TASK PROMPT -
Look for "Carvalho" in each line of the entries, and return the matching lines.

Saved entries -
►
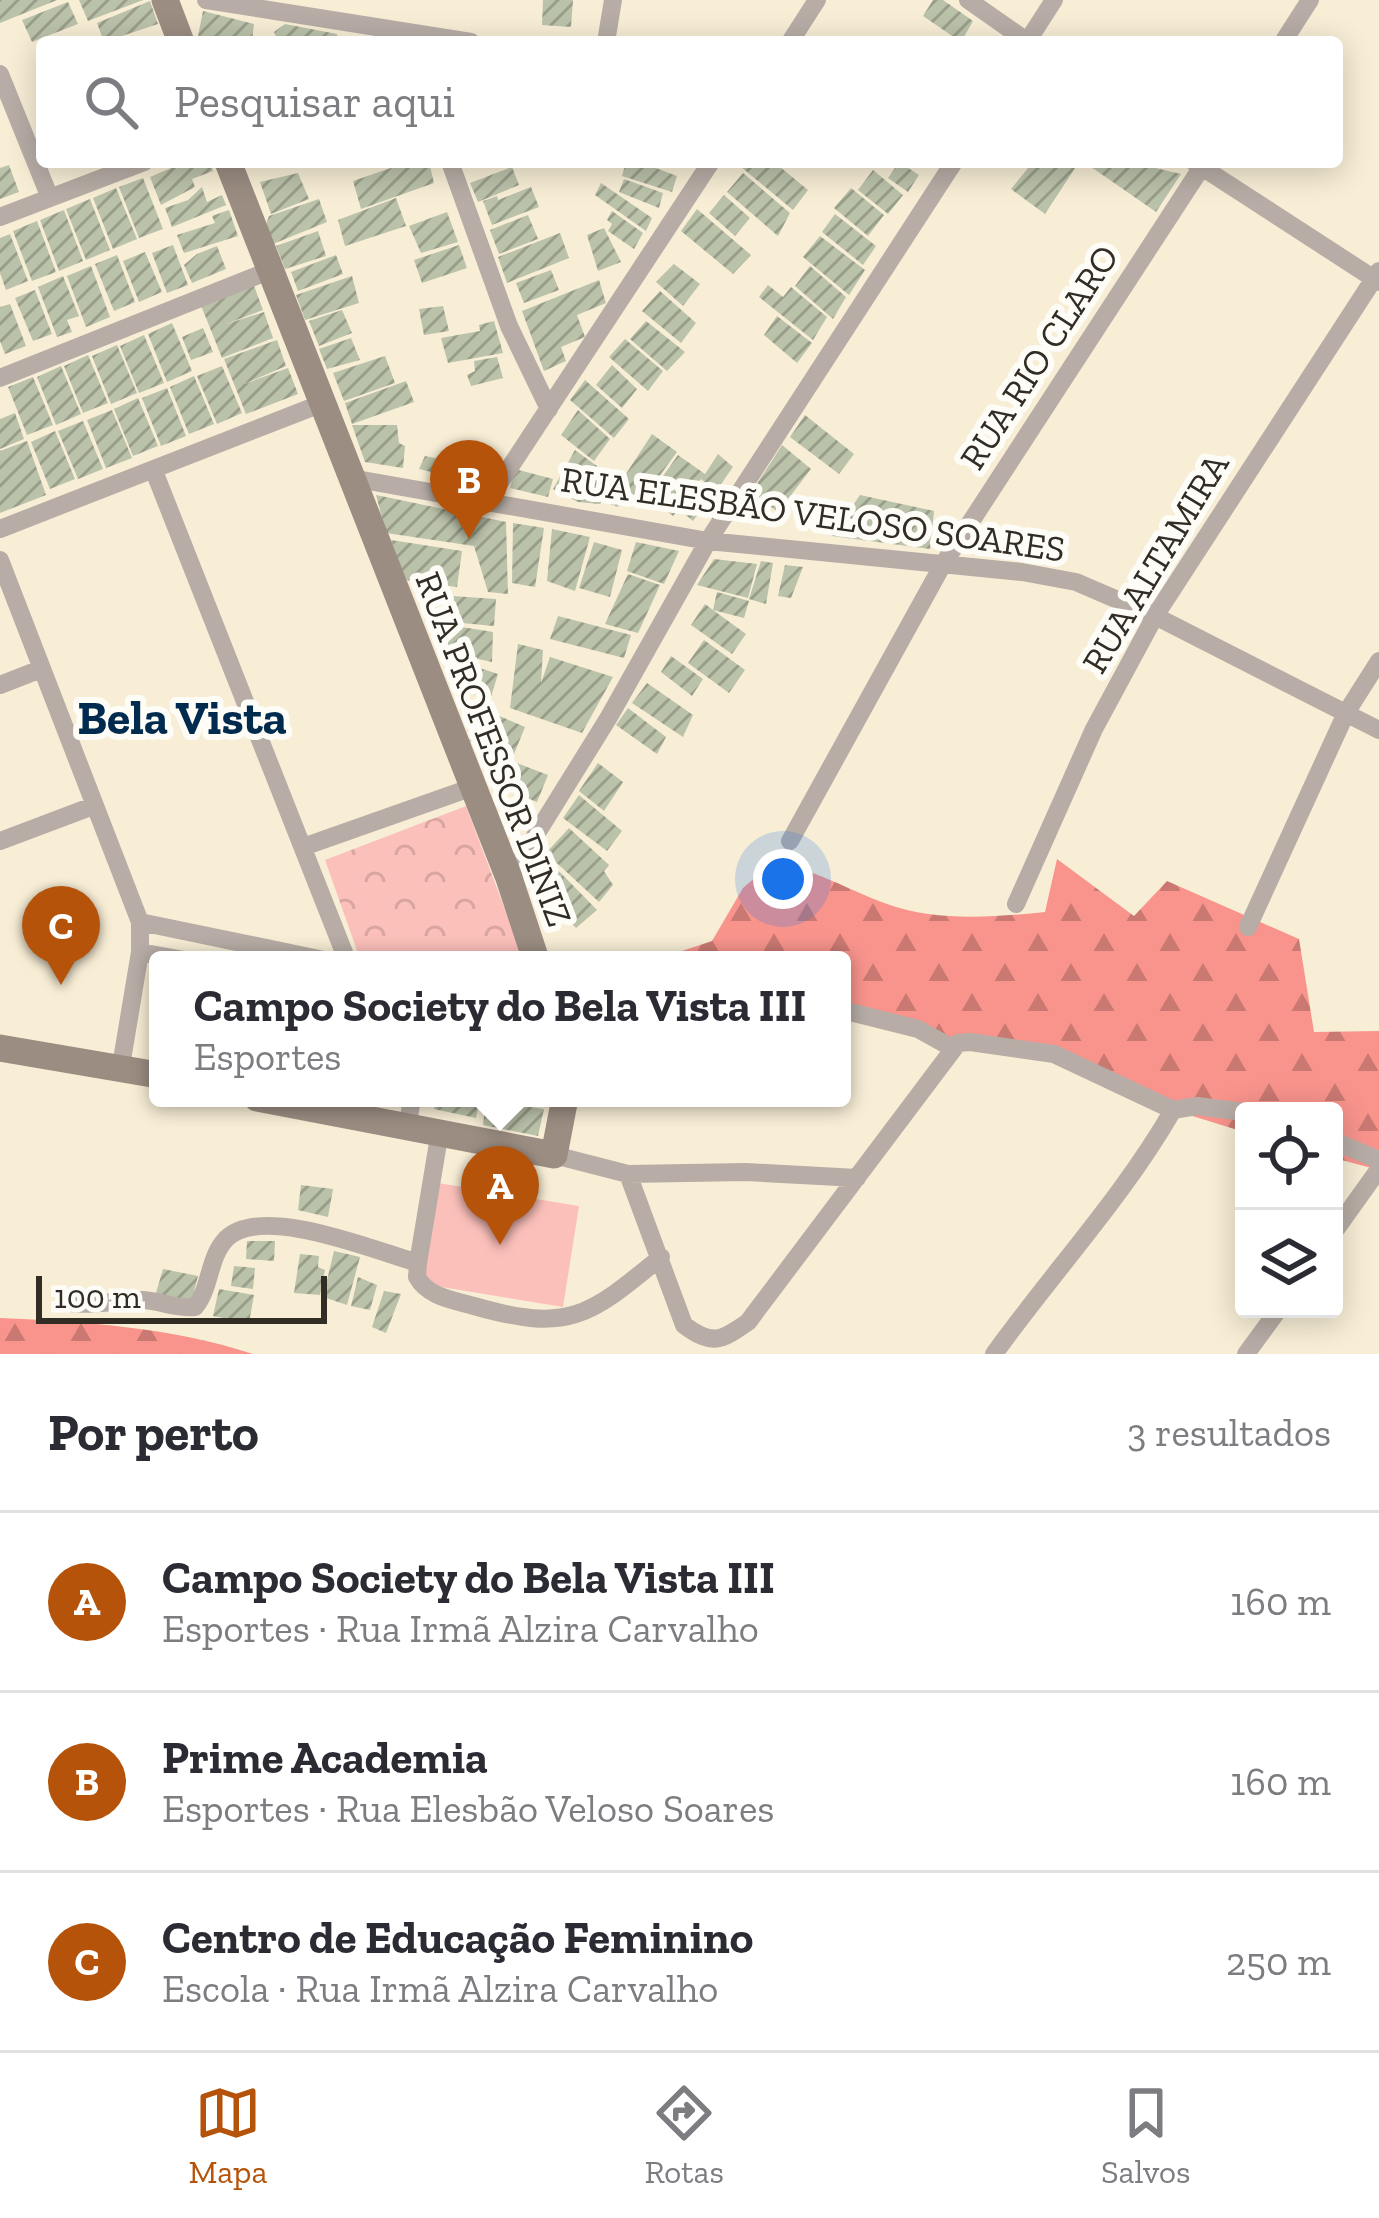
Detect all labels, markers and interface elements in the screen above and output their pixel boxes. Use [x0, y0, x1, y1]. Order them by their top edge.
search box [36, 36, 1343, 168]
icon: search [78, 69, 144, 135]
text: Pesquisar aqui [174, 75, 455, 129]
street label: RUA RIO CLARO [951, 237, 1127, 477]
pin: B [430, 440, 508, 539]
street label: RUA ALTAMIRA [1073, 445, 1238, 681]
street label: RUA ELESBÃO VELOSO SOARES [558, 457, 1068, 571]
street label: RUA PROFESSOR DINIZ [407, 566, 581, 932]
district label: Bela Vista [77, 689, 287, 746]
your location [753, 849, 813, 909]
pin: C [22, 886, 100, 985]
popup [149, 951, 851, 1107]
text: Campo Society do Bela Vista III [194, 979, 806, 1033]
text: Esportes [194, 1033, 341, 1080]
map controls [1235, 1102, 1343, 1318]
button: locate [1235, 1102, 1343, 1210]
pin: A [461, 1146, 539, 1245]
button: layers [1235, 1210, 1343, 1318]
scale bar [36, 1270, 327, 1323]
text: 100 m [54, 1277, 141, 1316]
text: Por perto [48, 1402, 259, 1463]
text: 3 resultados [1127, 1409, 1331, 1456]
text: Campo Society do Bela Vista III [162, 1551, 775, 1605]
text: A [74, 1578, 100, 1625]
text: 160 m [1230, 1578, 1331, 1625]
text: Esportes · Rua Irmã Alzira Carvalho [162, 1605, 759, 1652]
text: Prime Academia [162, 1731, 488, 1785]
text: B [75, 1758, 99, 1805]
text: 160 m [1230, 1758, 1331, 1805]
text: Esportes · Rua Elesbão Veloso Soares [162, 1785, 774, 1832]
text: Centro de Educação Feminino [162, 1911, 753, 1965]
text: C [74, 1938, 100, 1985]
text: 250 m [1226, 1938, 1331, 1985]
text: Escola · Rua Irmã Alzira Carvalho [162, 1965, 718, 2012]
tab: Mapa [189, 2080, 267, 2191]
tab: Rotas [644, 2080, 724, 2191]
tab: Salvos [1101, 2080, 1190, 2191]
◄
EXERCISE RESULT -
text: Esportes · Rua Irmã Alzira Carvalho [162, 1605, 759, 1652]
text: Escola · Rua Irmã Alzira Carvalho [162, 1965, 718, 2012]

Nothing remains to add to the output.